## WORK ORDER
In the entries below, find the line with "Input: one rendered map. Summarize" and the line with "Input: one rendered map. Describe". Return those two lines and all lines between them, exactly.

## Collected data
BEGIN
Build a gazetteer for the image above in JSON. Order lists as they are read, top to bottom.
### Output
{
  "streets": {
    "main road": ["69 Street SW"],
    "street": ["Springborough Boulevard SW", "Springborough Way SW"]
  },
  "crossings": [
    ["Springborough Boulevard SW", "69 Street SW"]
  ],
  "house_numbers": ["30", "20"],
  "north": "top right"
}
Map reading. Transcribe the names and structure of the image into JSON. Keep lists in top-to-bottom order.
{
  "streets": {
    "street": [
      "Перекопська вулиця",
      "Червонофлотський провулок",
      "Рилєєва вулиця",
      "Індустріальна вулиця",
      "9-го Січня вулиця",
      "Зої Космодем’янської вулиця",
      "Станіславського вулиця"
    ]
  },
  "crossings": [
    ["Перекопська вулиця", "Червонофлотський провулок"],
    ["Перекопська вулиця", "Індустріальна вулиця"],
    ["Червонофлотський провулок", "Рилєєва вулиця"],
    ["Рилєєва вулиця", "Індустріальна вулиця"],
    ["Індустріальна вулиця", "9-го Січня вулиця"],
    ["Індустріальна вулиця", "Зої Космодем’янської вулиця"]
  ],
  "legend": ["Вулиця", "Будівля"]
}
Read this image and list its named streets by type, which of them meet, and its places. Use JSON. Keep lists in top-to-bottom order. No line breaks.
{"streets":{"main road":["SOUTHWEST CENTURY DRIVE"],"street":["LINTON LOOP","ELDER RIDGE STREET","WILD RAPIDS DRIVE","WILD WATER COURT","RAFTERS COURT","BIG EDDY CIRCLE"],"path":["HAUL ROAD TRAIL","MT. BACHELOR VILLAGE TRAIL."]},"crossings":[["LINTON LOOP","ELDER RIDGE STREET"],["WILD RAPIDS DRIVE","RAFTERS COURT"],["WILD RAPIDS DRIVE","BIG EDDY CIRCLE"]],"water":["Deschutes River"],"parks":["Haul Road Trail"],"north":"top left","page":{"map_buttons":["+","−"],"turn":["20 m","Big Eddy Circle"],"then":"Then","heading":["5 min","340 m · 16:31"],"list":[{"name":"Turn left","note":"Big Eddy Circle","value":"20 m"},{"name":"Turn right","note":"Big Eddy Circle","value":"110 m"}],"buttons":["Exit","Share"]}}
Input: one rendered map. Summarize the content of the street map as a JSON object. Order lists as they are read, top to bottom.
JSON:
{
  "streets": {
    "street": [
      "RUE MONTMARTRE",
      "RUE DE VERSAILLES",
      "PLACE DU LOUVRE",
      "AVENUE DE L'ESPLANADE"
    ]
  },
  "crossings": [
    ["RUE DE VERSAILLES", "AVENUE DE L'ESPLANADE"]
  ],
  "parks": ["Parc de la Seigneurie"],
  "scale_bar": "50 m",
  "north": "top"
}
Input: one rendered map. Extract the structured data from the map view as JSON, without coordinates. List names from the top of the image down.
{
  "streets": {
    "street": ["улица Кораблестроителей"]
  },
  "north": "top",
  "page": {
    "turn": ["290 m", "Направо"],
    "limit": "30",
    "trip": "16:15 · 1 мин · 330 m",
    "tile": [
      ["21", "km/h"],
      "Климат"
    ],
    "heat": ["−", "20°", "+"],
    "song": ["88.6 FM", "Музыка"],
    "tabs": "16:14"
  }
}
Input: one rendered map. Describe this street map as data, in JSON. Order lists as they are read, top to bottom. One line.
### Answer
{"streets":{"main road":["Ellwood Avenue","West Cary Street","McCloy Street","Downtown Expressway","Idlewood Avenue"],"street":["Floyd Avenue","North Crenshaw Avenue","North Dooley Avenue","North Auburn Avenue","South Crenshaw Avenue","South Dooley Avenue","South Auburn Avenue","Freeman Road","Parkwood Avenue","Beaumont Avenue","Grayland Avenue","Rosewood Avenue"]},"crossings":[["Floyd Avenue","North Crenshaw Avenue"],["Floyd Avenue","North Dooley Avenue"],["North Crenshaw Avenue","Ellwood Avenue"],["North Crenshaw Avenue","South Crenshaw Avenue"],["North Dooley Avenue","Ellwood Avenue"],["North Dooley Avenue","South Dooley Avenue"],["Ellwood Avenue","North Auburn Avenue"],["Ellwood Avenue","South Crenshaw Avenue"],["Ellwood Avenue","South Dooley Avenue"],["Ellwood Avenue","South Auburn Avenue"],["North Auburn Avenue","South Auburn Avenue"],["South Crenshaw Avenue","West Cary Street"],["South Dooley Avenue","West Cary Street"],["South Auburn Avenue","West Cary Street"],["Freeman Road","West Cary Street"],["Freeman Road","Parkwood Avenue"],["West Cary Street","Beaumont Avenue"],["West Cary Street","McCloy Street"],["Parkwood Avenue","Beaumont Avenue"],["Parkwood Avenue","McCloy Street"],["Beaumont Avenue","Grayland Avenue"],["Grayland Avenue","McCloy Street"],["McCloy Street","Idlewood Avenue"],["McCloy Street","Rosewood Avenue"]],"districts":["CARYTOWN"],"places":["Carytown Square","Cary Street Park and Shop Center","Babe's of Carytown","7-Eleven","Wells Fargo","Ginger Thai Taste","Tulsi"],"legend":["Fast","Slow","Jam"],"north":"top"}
END
## RESPONSE BOX
Input: one rendered map. Summarize the content of the street map as a JSON object. Order lists as they are read, top to bottom.
JSON:
{
  "streets": {
    "street": [
      "RUE MONTMARTRE",
      "RUE DE VERSAILLES",
      "PLACE DU LOUVRE",
      "AVENUE DE L'ESPLANADE"
    ]
  },
  "crossings": [
    ["RUE DE VERSAILLES", "AVENUE DE L'ESPLANADE"]
  ],
  "parks": ["Parc de la Seigneurie"],
  "scale_bar": "50 m",
  "north": "top"
}
Input: one rendered map. Extract the structured data from the map view as JSON, without coordinates. List names from the top of the image down.
{
  "streets": {
    "street": ["улица Кораблестроителей"]
  },
  "north": "top",
  "page": {
    "turn": ["290 m", "Направо"],
    "limit": "30",
    "trip": "16:15 · 1 мин · 330 m",
    "tile": [
      ["21", "km/h"],
      "Климат"
    ],
    "heat": ["−", "20°", "+"],
    "song": ["88.6 FM", "Музыка"],
    "tabs": "16:14"
  }
}
Input: one rendered map. Describe this street map as data, in JSON. Order lists as they are read, top to bottom. One line.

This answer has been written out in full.